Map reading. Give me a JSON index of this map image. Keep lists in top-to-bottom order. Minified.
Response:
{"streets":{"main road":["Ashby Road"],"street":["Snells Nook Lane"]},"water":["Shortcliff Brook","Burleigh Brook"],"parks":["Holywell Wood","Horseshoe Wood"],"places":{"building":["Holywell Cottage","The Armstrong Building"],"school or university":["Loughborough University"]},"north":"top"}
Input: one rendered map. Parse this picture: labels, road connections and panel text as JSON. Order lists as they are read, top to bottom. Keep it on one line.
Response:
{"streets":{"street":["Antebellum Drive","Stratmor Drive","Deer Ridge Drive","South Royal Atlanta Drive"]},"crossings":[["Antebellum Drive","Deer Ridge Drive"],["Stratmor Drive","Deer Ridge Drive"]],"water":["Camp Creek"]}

##########

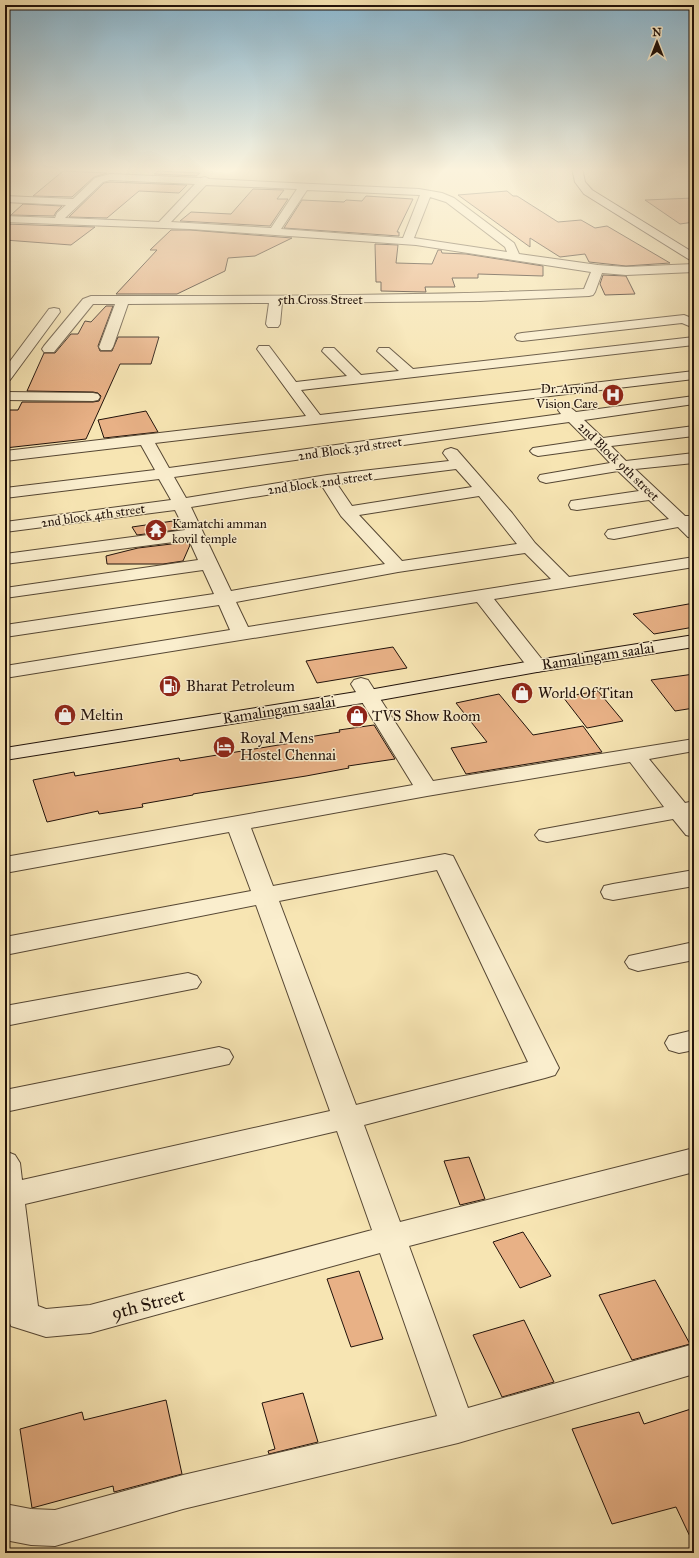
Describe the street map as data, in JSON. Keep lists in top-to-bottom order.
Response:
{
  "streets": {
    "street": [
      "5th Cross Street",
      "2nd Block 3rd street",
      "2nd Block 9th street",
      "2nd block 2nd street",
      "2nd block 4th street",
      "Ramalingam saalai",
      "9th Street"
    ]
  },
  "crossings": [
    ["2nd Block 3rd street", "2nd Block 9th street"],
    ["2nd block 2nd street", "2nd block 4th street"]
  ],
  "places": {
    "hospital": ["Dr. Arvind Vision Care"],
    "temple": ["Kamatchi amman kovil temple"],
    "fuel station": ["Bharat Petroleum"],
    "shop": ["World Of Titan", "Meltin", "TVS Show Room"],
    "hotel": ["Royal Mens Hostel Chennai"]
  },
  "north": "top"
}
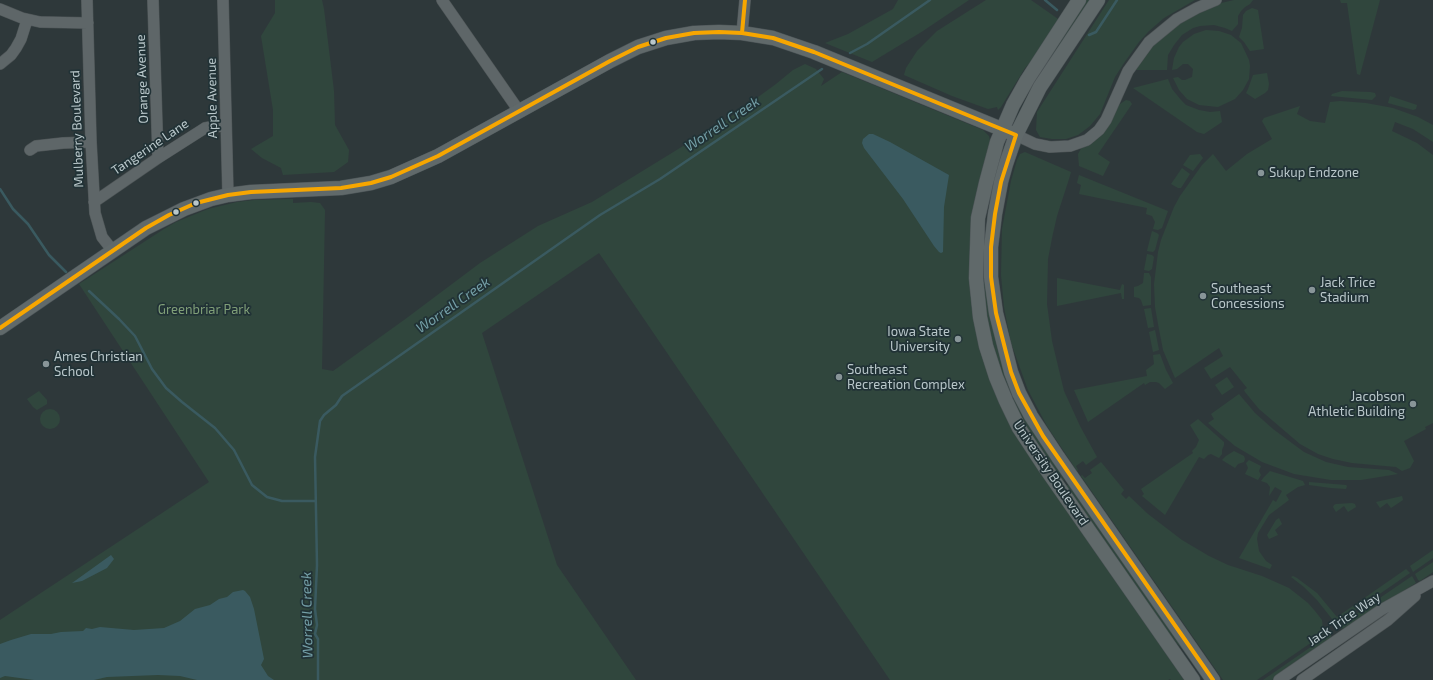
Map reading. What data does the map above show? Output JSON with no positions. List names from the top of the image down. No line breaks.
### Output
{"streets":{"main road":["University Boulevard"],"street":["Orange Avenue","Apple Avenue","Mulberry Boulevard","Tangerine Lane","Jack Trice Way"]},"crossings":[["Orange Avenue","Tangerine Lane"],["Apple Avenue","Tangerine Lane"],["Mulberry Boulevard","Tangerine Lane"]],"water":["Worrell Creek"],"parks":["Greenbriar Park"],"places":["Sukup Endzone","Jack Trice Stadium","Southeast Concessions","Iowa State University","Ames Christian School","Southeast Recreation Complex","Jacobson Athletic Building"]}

##########

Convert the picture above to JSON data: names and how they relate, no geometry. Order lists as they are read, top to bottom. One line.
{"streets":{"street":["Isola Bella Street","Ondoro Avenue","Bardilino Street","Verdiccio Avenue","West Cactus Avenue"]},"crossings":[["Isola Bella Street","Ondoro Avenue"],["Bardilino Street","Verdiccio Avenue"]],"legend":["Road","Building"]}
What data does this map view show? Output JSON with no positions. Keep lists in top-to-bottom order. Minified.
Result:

##########

◆ Task to complete
Pull out each line of the listing that holds the string "reading".

◆ Response
Map reading. Give me a JSON index of this map image. Keep lists in top-to-bottom order. Minified.
Map reading. What data does the map above show? Output JSON with no positions. List names from the top of the image down. No line breaks.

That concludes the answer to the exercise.